In 1977, he was joined in West Germany by his wife at the time, Christine Barg, as well as actress Eva-Maria Hagen, her daughter Catharina (Nina Hagen), and Sibylle Havemann, the daughter of Robert Havemann and mother of two of Biermann's children. In West Germany, his manager was the musician Diether Dehm, who was secretly a Stasi informer reporting on Biermann's activities to the GDR authorities.

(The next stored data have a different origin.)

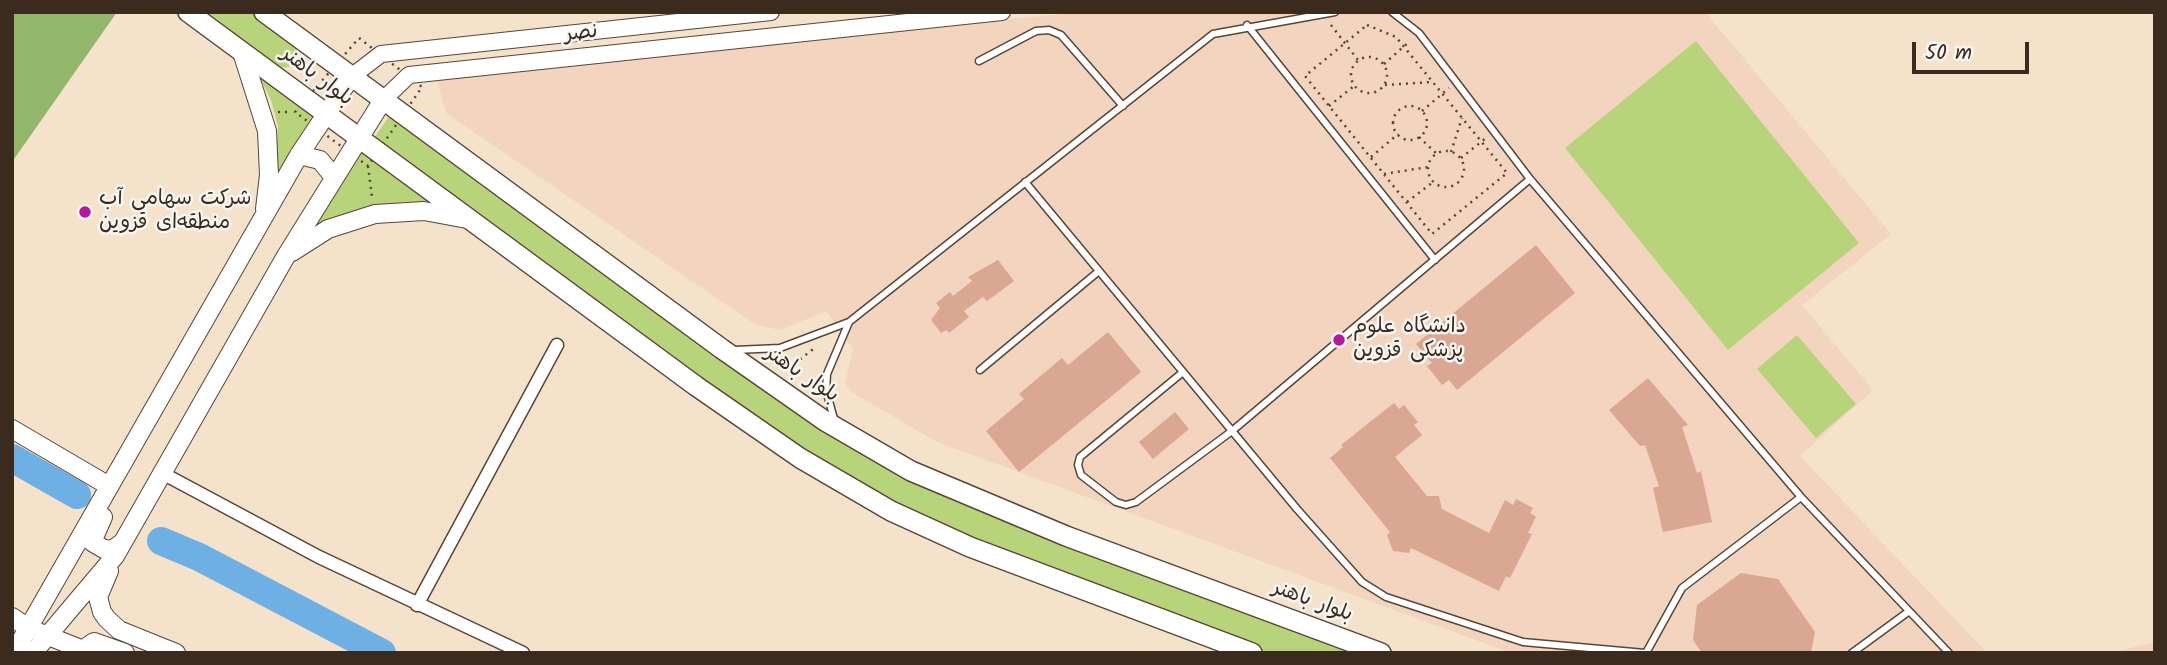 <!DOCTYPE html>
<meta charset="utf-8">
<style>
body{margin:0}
#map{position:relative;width:2167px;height:665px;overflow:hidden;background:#f5e2cb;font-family:Kalam,sans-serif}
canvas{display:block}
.frame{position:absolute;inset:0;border:14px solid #3b2a1e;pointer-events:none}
.scale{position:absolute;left:1912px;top:42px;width:117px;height:32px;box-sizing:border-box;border:4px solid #3b2a1e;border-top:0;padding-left:9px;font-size:21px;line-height:24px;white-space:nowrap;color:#3b2a1e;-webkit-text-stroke:5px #f6f6f2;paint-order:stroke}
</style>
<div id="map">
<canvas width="2167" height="665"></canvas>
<div class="frame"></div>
<div class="scale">50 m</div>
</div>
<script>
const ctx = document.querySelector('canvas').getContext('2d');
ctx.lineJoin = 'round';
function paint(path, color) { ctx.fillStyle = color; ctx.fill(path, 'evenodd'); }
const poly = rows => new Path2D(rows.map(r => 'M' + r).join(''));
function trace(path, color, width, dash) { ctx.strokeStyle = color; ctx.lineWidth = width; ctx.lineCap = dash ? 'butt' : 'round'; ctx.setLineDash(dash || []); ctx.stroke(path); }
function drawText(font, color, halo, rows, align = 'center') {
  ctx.font = font + ' Kalam,"Playpen Sans Arabic",sans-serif'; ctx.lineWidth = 5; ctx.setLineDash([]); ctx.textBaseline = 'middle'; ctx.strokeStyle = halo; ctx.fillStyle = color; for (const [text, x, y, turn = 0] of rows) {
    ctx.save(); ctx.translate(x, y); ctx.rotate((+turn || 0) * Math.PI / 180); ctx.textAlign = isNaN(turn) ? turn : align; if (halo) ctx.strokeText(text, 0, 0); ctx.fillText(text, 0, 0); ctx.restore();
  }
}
paint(poly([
 [1083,12,1705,12,1891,234,1802,305,1873,390,1800,456,1987,653,1511,653,937,442,853,393,845,384,853,349,826,311,780,330,756,325,446,113,436,75],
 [2155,642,2155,653,2109,653]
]), '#f3d4bf');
paint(poly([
 [189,12,264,12,295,42,298,55,289,67,275,68],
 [1696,41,1859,243,1728,350,1565,148],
 [258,74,314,116,274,184,278,126,271,100],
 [395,108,911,471,1381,653,1252,653,891,511,471,220,375,214,286,256,357,137,369,145],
 [1797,335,1856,404,1816,438,1757,369]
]), '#b8d47a');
paint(poly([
 [12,12,117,12,12,162]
]), '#92b66a');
trace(poly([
 [12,458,77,495],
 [161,541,199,557,382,653]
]), '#6eb0e3', 28);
paint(poly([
 [1536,245,1575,293,1457,390,1449,380,1442,385,1427,366,1432,363,1416,344],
 [998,260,1014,281,987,301,983,297,964,311,969,317,949,333,947,330,941,333,931,320,940,308,936,303,950,292,953,296,972,281,968,277],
 [1108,332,1141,372,1019,472,986,431,1024,399,1019,394,1062,358,1068,365],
 [1648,378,1688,425,1682,427,1697,473,1701,471,1712,522,1663,532,1653,488,1659,486,1645,445,1640,446,1609,410],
 [1394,403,1399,409,1404,405,1418,422,1414,425,1422,435,1395,457,1427,496,1439,496,1442,509,1489,533,1505,500,1513,505,1516,499,1533,508,1530,513,1536,517,1528,533,1532,534,1510,578,1506,576,1499,591,1411,548,1409,553,1393,551,1387,535,1390,532,1330,458,1343,447,1341,445],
 [1175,412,1189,429,1153,459,1139,442],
 [1741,573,1778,579,1815,632,1811,653,1702,653,1693,640,1697,605]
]), '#d9a792');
const service = poly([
 [1392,12,1419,33,1530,179,1801,497,1949,653],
 [1247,25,1435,260],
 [979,61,1036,31,1049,30,1061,35,1123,106],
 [1025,182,1297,509,1362,582,1386,597,1523,642,1645,653],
 [735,350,780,348,849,322,1213,34,1335,12],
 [980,370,1099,271],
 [1183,372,1080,457,1078,465,1081,475,1116,502,1126,505,1136,502,1232,431,1530,179],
 [834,419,826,390,827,374,849,322],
 [1646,653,1682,588,1801,497],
 [1852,653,1908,612]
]);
const minor = poly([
 [162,473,319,557,523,653],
 [417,605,557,345]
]);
const tertiary = poly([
 [351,77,381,54,771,12],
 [383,100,409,75,1002,12]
]);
const secondary = poly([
 [242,52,267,131,269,175,265,209],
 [299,155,320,160,333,176],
 [292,252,328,229,375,214,424,211,467,219],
 [12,429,109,486],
 [103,517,92,542,104,549,112,550,123,542],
 [109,571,98,597,102,612,107,619,119,630,176,653],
 [12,617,28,628,91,653],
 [93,652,88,646,94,642,125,653],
 [14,653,299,155,351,77],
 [33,653,115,556,286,256,383,100]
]);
const primary = poly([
 [188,12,696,386,800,458,891,511,970,547,1252,653],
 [264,12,722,349,825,421,911,471,1066,536,1381,653]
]);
trace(service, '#574638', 9);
trace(minor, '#574638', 15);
trace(tertiary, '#574638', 18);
trace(secondary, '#574638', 20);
trace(primary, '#574638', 22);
trace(poly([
 [1331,25,1358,60],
 [1367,25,1396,37,1507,173,1432,234,1305,76,1367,25],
 [359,38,422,87,368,166,295,112,359,38],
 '1351 75a18 18 0 1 1 36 0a18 18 0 1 1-36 0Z',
 [1384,64,1410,41],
 [1385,85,1432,82],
 [1329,106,1354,86],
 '1393 123a17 17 0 1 1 34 0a17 17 0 1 1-34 0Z',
 [1422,111,1449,88],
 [278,112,292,112],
 [1419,137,1437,154],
 '1428 169a18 18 0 1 1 36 0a18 18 0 1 1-36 0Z',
 [1451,152,1462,118],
 [1371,157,1398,134],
 [1461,158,1486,138],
 [368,166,372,197],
 [1384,174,1428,167],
 [1407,202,1433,182],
 [789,368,816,347]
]), '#574638', 2.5, [2, 5]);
trace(service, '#fff', 6);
trace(minor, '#fff', 12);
trace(tertiary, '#fff', 16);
trace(secondary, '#fff', 18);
trace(primary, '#fff', 19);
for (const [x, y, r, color] of [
 [85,212,7,"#b5179e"],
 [1339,340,7,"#b5179e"]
]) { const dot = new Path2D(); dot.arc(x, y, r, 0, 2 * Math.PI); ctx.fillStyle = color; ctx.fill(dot); trace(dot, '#f6f6f2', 2.5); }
drawText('21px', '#3b2a1e', '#f6f6f2', [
 ["نصر",581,35,-6],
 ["بلوار باهنر",316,78,37],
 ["بلوار باهنر",801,376,34],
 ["بلوار باهنر",1312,603,20]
]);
drawText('21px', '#3b2a1e', '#f6f6f2', [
 ["شرکت سهامی آب",99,200],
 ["منطقه‌ای قزوین",99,224],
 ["دانشگاه علوم",1353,328],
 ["پزشکی قزوین",1353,352]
], 'left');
</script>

==After moving to West Germany==
Now living in the West, Biermann continued his musical career, criticizing East Germany's Stalinist policies. He was able to perform publicly again in East Germany on 1 and 2 December 1989 during the Wende that eventually toppled the Communist government. In 1998, he received the German national prize. He supported the 1999 NATO Kosovo War and the 2003 invasion of Iraq. In the Arab–Israeli conflict he supports Israel and is critical of the fact, as he sees it, that, under the influence of antisemitic views, a majority of Germans lack both understanding and empathy for the Israeli side. He signed a public petition by German artists to support Ukraine during the Russian invasion and demanded that the German government deliver weapons to support Ukraine. He lives in Hamburg and in France. He is the father of ten children, three of them with his second wife Pamela Biermann, née Rüsche.

==Awards==

- 1969: Fontane-Preis der Stadt Berlin
- 1971: Jacques-Offenbach-Preis
- 1973: Deutscher Schallplattenpreis
- 1975: Deutscher Schallplattenpreis
- 1977: Deutscher Schallplattenpreis
- 1979: Deutscher Kleinkunstpreis for Chanson
- 1989: Friedrich-Hölderlin-Preis der Stadt Bad Homburg
- 1991: Mörike-Preis der Stadt Fellbach
- 1991: Georg Büchner Prize
- 1993: Heinrich-Heine-Preis der Stadt Düsseldorf
- 1998: Deutscher Nationalpreis
- 2001: Heinz-Galinski-Preis
- 2006: Joachim-Ringelnatz-Preis für Lyrik
- 2006: Großes Bundesverdienstkreuz
- 2007: Honorary citizen of Berlin
- 2008: Theodor-Lessing-Preis
- 2008: Honorary doctorate Humboldt University of Berlin
- 2017: Point-Alpha-Preis
- 2018: Ernst-Toller-Preis
- 2020: Honorary doctorate from the University of Koblenz-Landau
- 2025: Pour le Mérite for Sciences and Arts

==Selected works==
- Wolf Biermann zu Gast bei Wolfgang Neuss (LP, 1965)
- Chausseestraße 131 (LP, 1969): recorded in his home in East Berlin, published in the West. Possessing home-recording charm, one can hear the noises from the streets. The German texts are very sarcastic, ironic, and to the point. This LP was recorded with a recorder smuggled in from West Germany and the title of the album was his address at the time, letting the political police know exactly who and where he was at the time.